__HOW TO COMPLETE THIS TASK__:
Give all the records again, with no alterations.

(Saved entries)
╔══

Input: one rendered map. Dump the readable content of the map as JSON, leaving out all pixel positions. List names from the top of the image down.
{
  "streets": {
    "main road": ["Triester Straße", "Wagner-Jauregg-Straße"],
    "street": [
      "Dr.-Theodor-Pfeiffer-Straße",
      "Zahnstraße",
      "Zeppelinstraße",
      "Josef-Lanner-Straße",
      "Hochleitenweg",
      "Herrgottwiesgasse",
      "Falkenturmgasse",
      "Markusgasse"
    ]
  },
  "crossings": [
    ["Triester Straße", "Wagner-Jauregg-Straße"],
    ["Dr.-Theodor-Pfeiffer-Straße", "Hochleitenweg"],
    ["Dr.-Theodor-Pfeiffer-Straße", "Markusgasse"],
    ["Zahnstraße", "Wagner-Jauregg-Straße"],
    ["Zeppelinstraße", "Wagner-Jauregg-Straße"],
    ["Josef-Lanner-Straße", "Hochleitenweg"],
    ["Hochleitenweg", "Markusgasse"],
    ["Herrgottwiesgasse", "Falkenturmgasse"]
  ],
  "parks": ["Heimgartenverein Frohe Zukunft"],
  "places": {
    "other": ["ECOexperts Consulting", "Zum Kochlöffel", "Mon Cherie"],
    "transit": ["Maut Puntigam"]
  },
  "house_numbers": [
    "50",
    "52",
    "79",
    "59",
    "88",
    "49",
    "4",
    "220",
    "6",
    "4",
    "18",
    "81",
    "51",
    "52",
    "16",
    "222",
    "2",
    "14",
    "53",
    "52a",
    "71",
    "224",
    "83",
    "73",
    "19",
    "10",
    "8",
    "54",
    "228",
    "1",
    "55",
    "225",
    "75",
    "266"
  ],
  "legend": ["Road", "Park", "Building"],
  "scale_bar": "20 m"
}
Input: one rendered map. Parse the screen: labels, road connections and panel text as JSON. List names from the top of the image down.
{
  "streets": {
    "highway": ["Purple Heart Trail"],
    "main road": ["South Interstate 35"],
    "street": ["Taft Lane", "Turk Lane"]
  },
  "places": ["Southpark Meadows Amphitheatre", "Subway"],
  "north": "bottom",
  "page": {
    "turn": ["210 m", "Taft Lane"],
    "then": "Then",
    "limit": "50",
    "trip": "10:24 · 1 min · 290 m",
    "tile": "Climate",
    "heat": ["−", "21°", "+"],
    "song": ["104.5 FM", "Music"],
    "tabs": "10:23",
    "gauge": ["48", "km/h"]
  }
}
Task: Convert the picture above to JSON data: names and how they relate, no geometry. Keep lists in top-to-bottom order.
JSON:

╚══

__RESPONSE__:
Input: one rendered map. Dump the readable content of the map as JSON, leaving out all pixel positions. List names from the top of the image down.
{
  "streets": {
    "main road": ["Triester Straße", "Wagner-Jauregg-Straße"],
    "street": [
      "Dr.-Theodor-Pfeiffer-Straße",
      "Zahnstraße",
      "Zeppelinstraße",
      "Josef-Lanner-Straße",
      "Hochleitenweg",
      "Herrgottwiesgasse",
      "Falkenturmgasse",
      "Markusgasse"
    ]
  },
  "crossings": [
    ["Triester Straße", "Wagner-Jauregg-Straße"],
    ["Dr.-Theodor-Pfeiffer-Straße", "Hochleitenweg"],
    ["Dr.-Theodor-Pfeiffer-Straße", "Markusgasse"],
    ["Zahnstraße", "Wagner-Jauregg-Straße"],
    ["Zeppelinstraße", "Wagner-Jauregg-Straße"],
    ["Josef-Lanner-Straße", "Hochleitenweg"],
    ["Hochleitenweg", "Markusgasse"],
    ["Herrgottwiesgasse", "Falkenturmgasse"]
  ],
  "parks": ["Heimgartenverein Frohe Zukunft"],
  "places": {
    "other": ["ECOexperts Consulting", "Zum Kochlöffel", "Mon Cherie"],
    "transit": ["Maut Puntigam"]
  },
  "house_numbers": [
    "50",
    "52",
    "79",
    "59",
    "88",
    "49",
    "4",
    "220",
    "6",
    "4",
    "18",
    "81",
    "51",
    "52",
    "16",
    "222",
    "2",
    "14",
    "53",
    "52a",
    "71",
    "224",
    "83",
    "73",
    "19",
    "10",
    "8",
    "54",
    "228",
    "1",
    "55",
    "225",
    "75",
    "266"
  ],
  "legend": ["Road", "Park", "Building"],
  "scale_bar": "20 m"
}
Input: one rendered map. Parse the screen: labels, road connections and panel text as JSON. List names from the top of the image down.
{
  "streets": {
    "highway": ["Purple Heart Trail"],
    "main road": ["South Interstate 35"],
    "street": ["Taft Lane", "Turk Lane"]
  },
  "places": ["Southpark Meadows Amphitheatre", "Subway"],
  "north": "bottom",
  "page": {
    "turn": ["210 m", "Taft Lane"],
    "then": "Then",
    "limit": "50",
    "trip": "10:24 · 1 min · 290 m",
    "tile": "Climate",
    "heat": ["−", "21°", "+"],
    "song": ["104.5 FM", "Music"],
    "tabs": "10:23",
    "gauge": ["48", "km/h"]
  }
}
Task: Convert the picture above to JSON data: names and how they relate, no geometry. Keep lists in top-to-bottom order.
JSON:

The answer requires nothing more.